Exercise goal:
Pick the lines holding the string "Nadbrzeżna" out of the records and copy them.

Raw data:
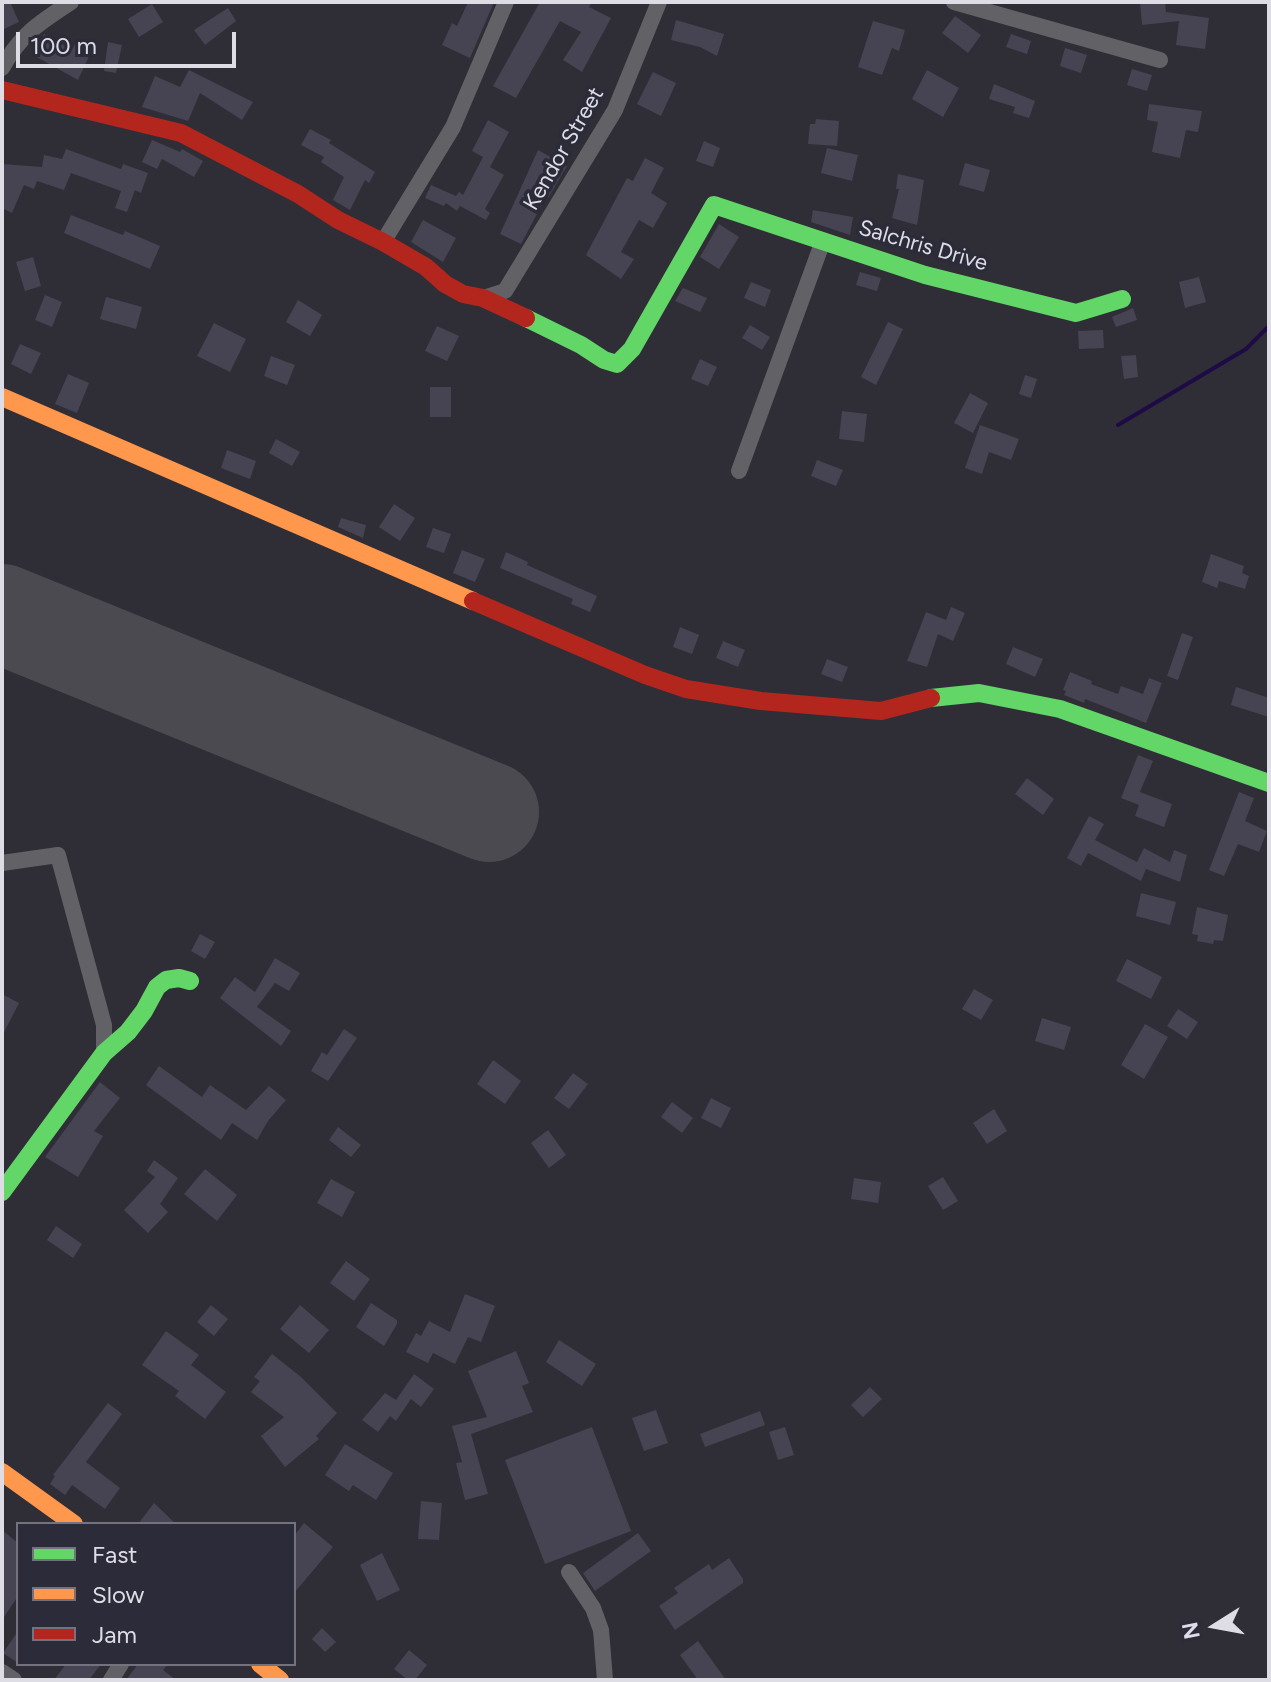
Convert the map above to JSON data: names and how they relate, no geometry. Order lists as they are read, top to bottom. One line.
{"streets":{"main road":["Salchris Drive"],"street":["Kendor Street"]},"crossings":[["Kendor Street","Salchris Drive"]],"legend":["Fast","Slow","Jam"],"scale_bar":"100 m","north":"left"}
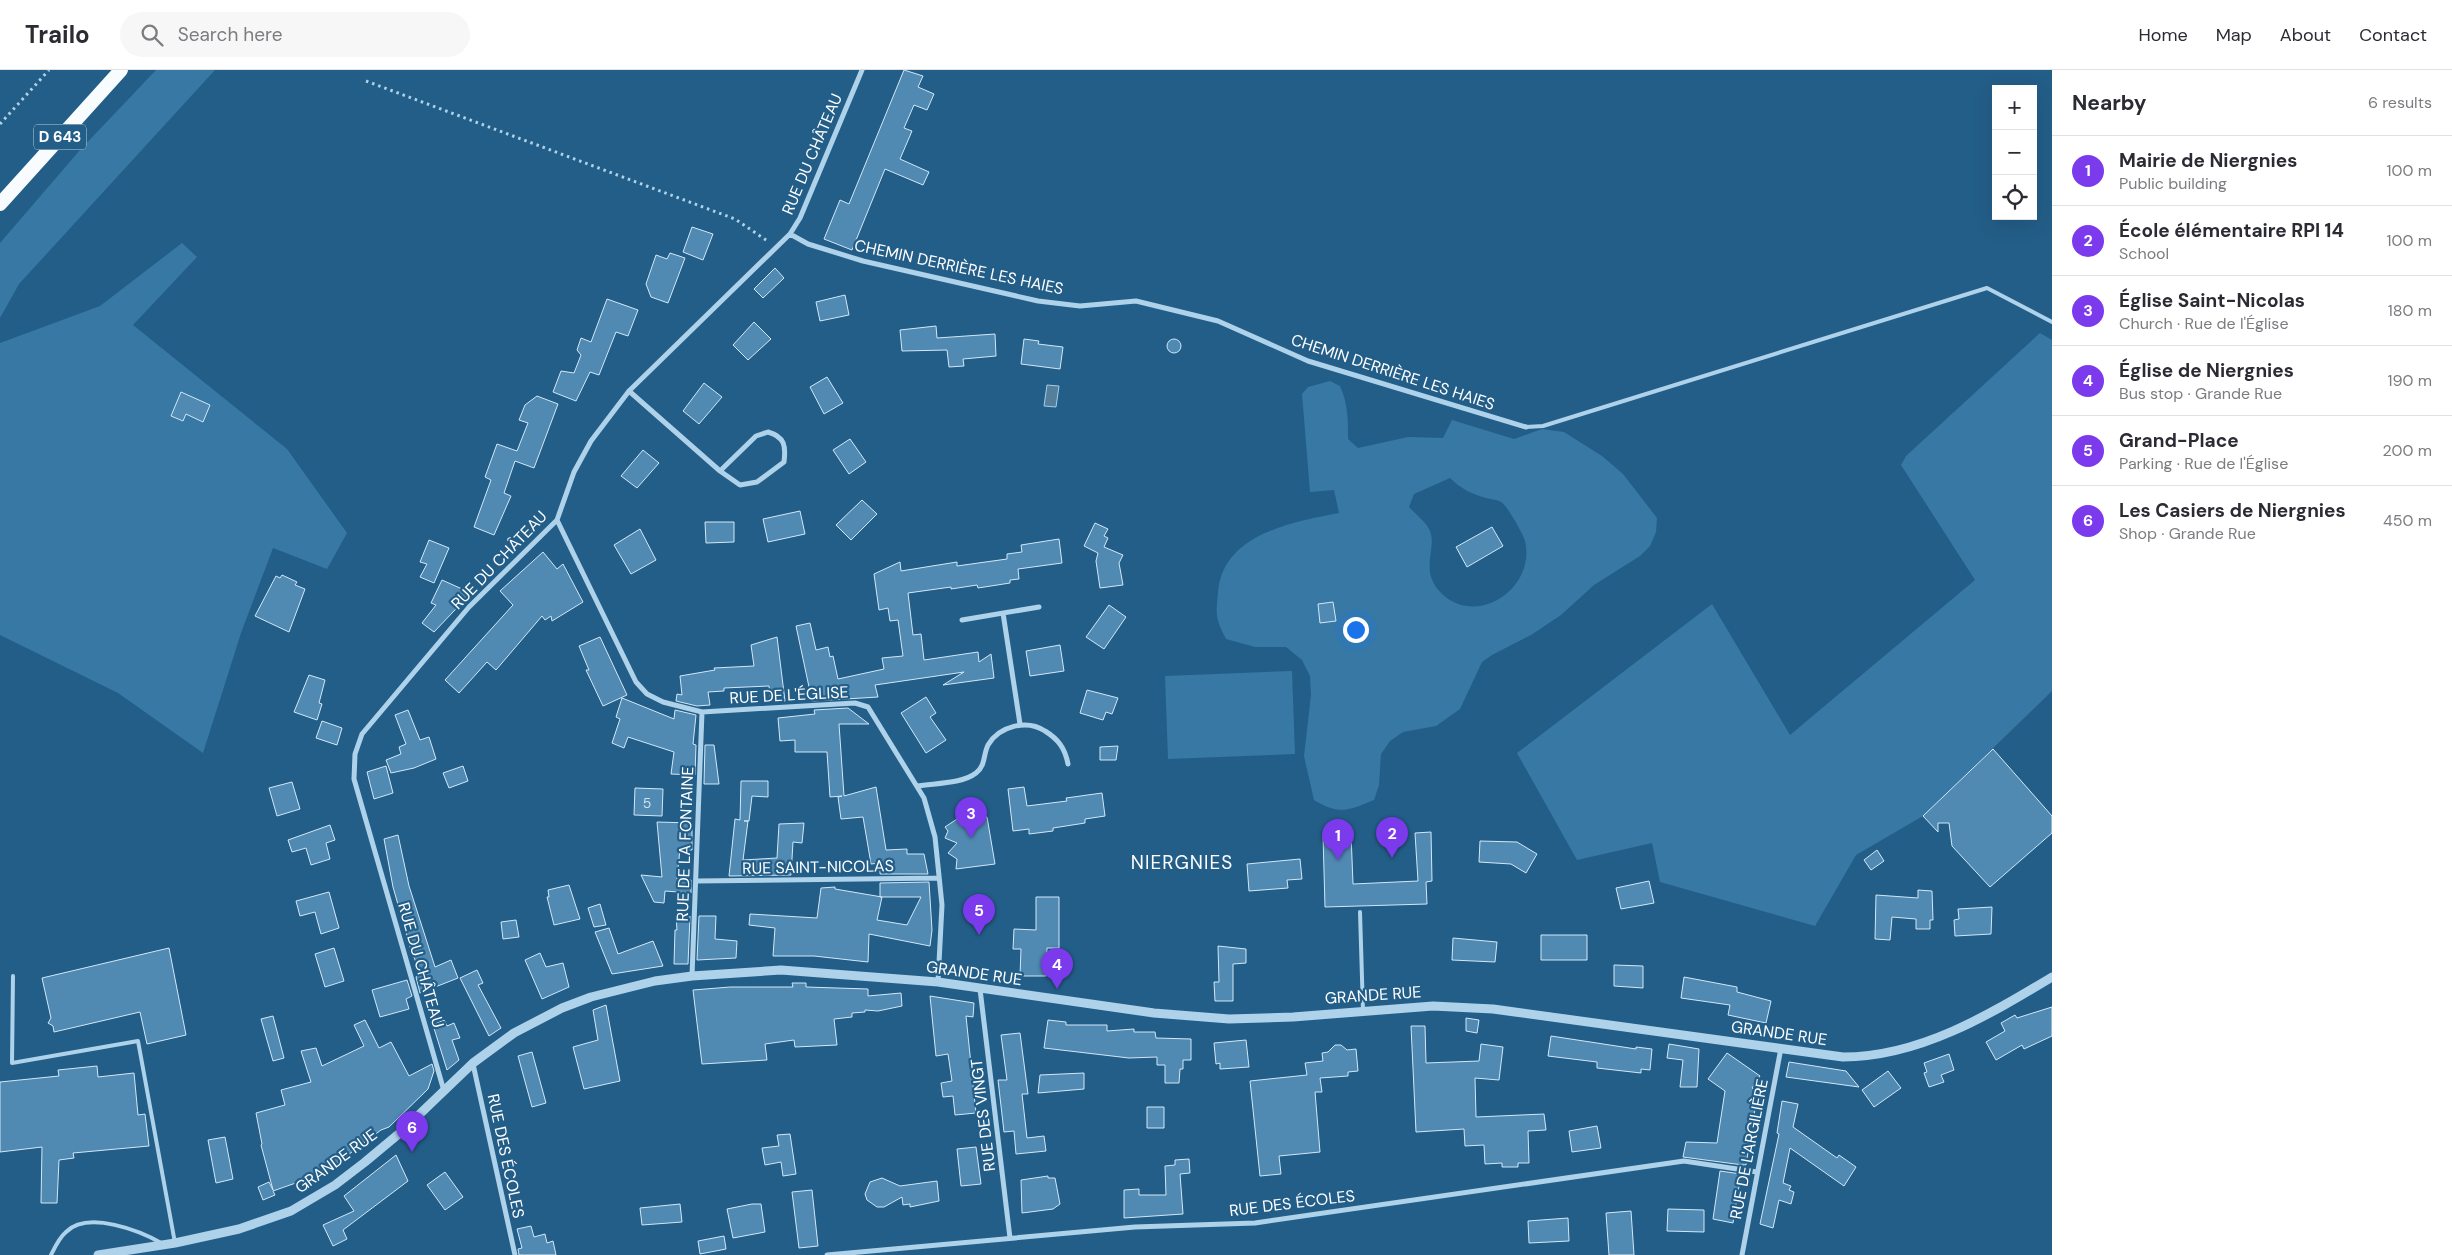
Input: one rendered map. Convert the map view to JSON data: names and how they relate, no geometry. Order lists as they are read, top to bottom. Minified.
{"streets":{"highway":["D 643"],"street":["RUE DU CHÂTEAU","CHEMIN DERRIÈRE LES HAIES","RUE DE L'ÉGLISE","RUE DE LA FONTAINE","RUE SAINT-NICOLAS","GRANDE RUE","RUE DES VINGT","RUE DE L'ARGILIÈRE","RUE DES ÉCOLES"]},"crossings":[["RUE DU CHÂTEAU","CHEMIN DERRIÈRE LES HAIES"],["RUE DU CHÂTEAU","RUE DE L'ÉGLISE"],["RUE DU CHÂTEAU","GRANDE RUE"],["RUE DE L'ÉGLISE","RUE DE LA FONTAINE"],["RUE DE L'ÉGLISE","RUE SAINT-NICOLAS"],["RUE DE L'ÉGLISE","GRANDE RUE"],["RUE DE LA FONTAINE","RUE SAINT-NICOLAS"],["RUE DE LA FONTAINE","GRANDE RUE"],["GRANDE RUE","RUE DES VINGT"],["GRANDE RUE","RUE DE L'ARGILIÈRE"],["GRANDE RUE","RUE DES ÉCOLES"],["RUE DES VINGT","RUE DES ÉCOLES"],["RUE DE L'ARGILIÈRE","RUE DES ÉCOLES"]],"districts":["NIERGNIES"],"house_numbers":["5"],"page":{"header":"Trailo","search":"Search here","nav":["Home","Map","About","Contact"],"heading":["Nearby","6 results"],"map_buttons":["+","−"],"list":[{"mark":"1","name":"Mairie de Niergnies","note":"Public building","value":"100 m"},{"mark":"2","name":"École élémentaire RPI 14","note":"School","value":"100 m"},{"mark":"3","name":"Église Saint-Nicolas","note":"Church · Rue de l'Église","value":"180 m"},{"mark":"4","name":"Église de Niergnies","note":"Bus stop · Grande Rue","value":"190 m"},{"mark":"5","name":"Grand-Place","note":"Parking · Rue de l'Église","value":"200 m"},{"mark":"6","name":"Les Casiers de Niergnies","note":"Shop · Grande Rue","value":"450 m"}],"pins":["3","2","1","5","4","6"]}}
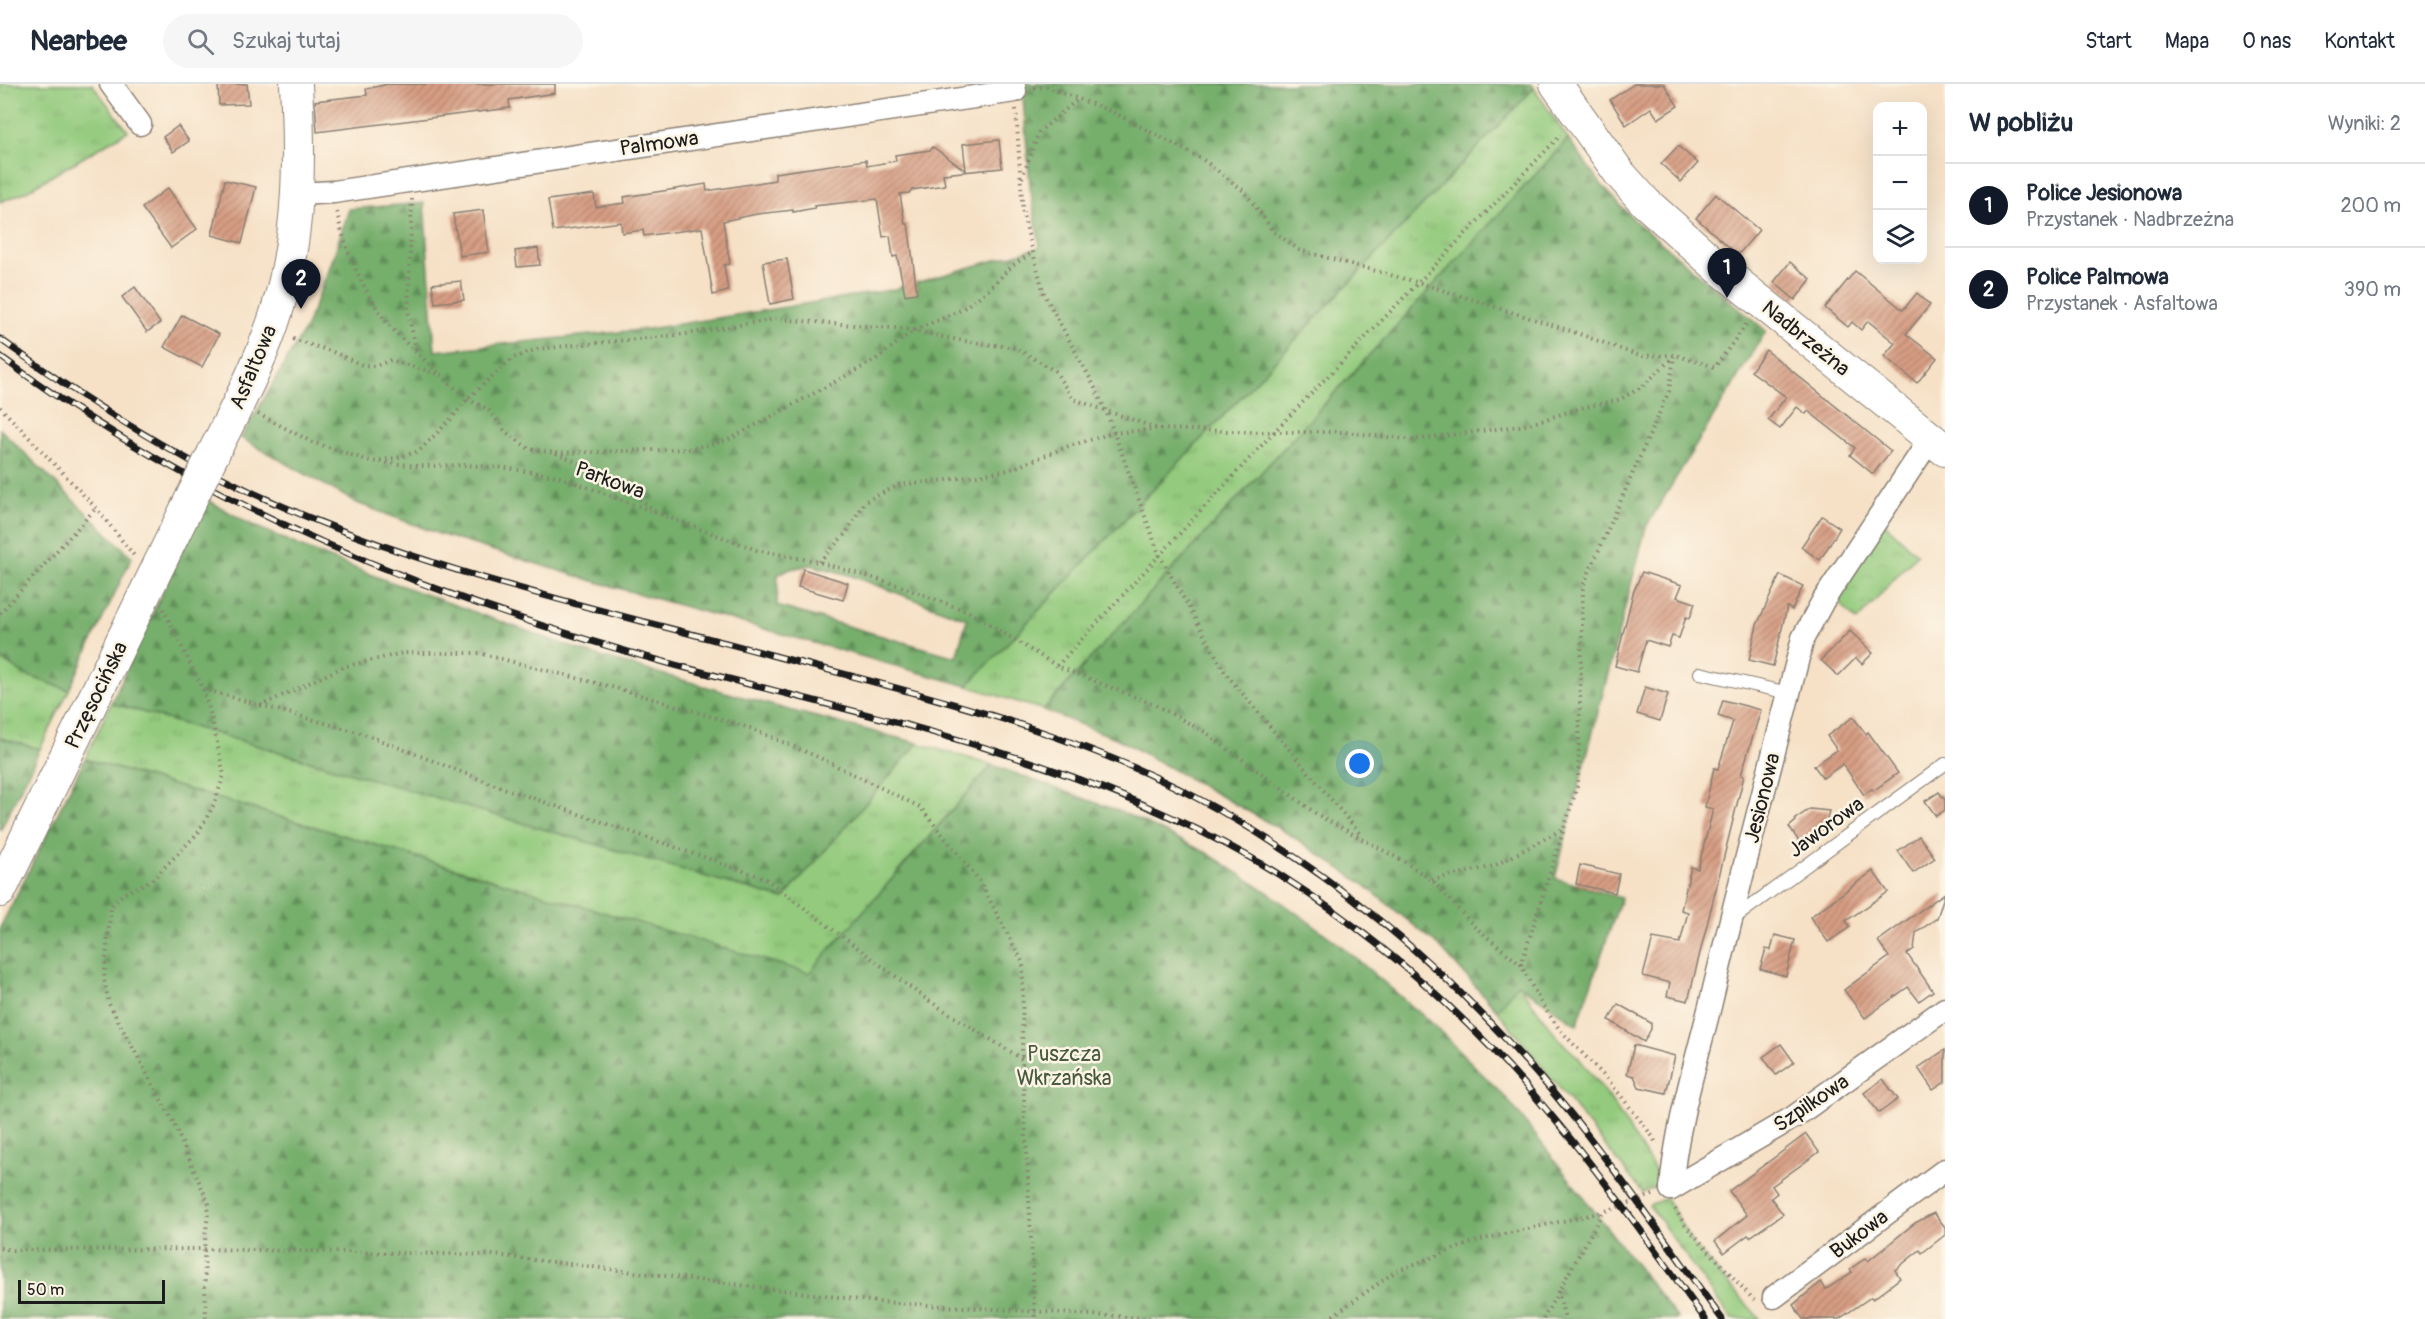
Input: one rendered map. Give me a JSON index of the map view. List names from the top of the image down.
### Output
{
  "streets": {
    "street": [
      "Palmowa",
      "Nadbrzeżna",
      "Asfaltowa",
      "Przęsocińska",
      "Jesionowa",
      "Szpilkowa",
      "Bukowa"
    ],
    "lane": ["Jaworowa"],
    "path": ["Parkowa"]
  },
  "crossings": [
    ["Palmowa", "Asfaltowa"],
    ["Nadbrzeżna", "Jesionowa"],
    ["Asfaltowa", "Parkowa"],
    ["Asfaltowa", "Przęsocińska"],
    ["Jesionowa", "Jaworowa"],
    ["Jesionowa", "Szpilkowa"]
  ],
  "parks": ["Puszcza Wkrzańska"],
  "scale_bar": "50 m",
  "page": {
    "header": "Nearbee",
    "search": "Szukaj tutaj",
    "nav": [
      "Start",
      "Mapa",
      "O nas",
      "Kontakt"
    ],
    "heading": ["W pobliżu", "Wyniki: 2"],
    "map_buttons": ["+", "−"],
    "list": [
      {
        "mark": "1",
        "name": "Police Jesionowa",
        "note": "Przystanek · Nadbrzeżna",
        "value": "200 m"
      },
      {
        "mark": "2",
        "name": "Police Palmowa",
        "note": "Przystanek · Asfaltowa",
        "value": "390 m"
      }
    ],
    "pins": ["1", "2"],
    "scale": "50 m"
  }
}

Result:
      "Nadbrzeżna",
    ["Nadbrzeżna", "Jesionowa"],
        "note": "Przystanek · Nadbrzeżna",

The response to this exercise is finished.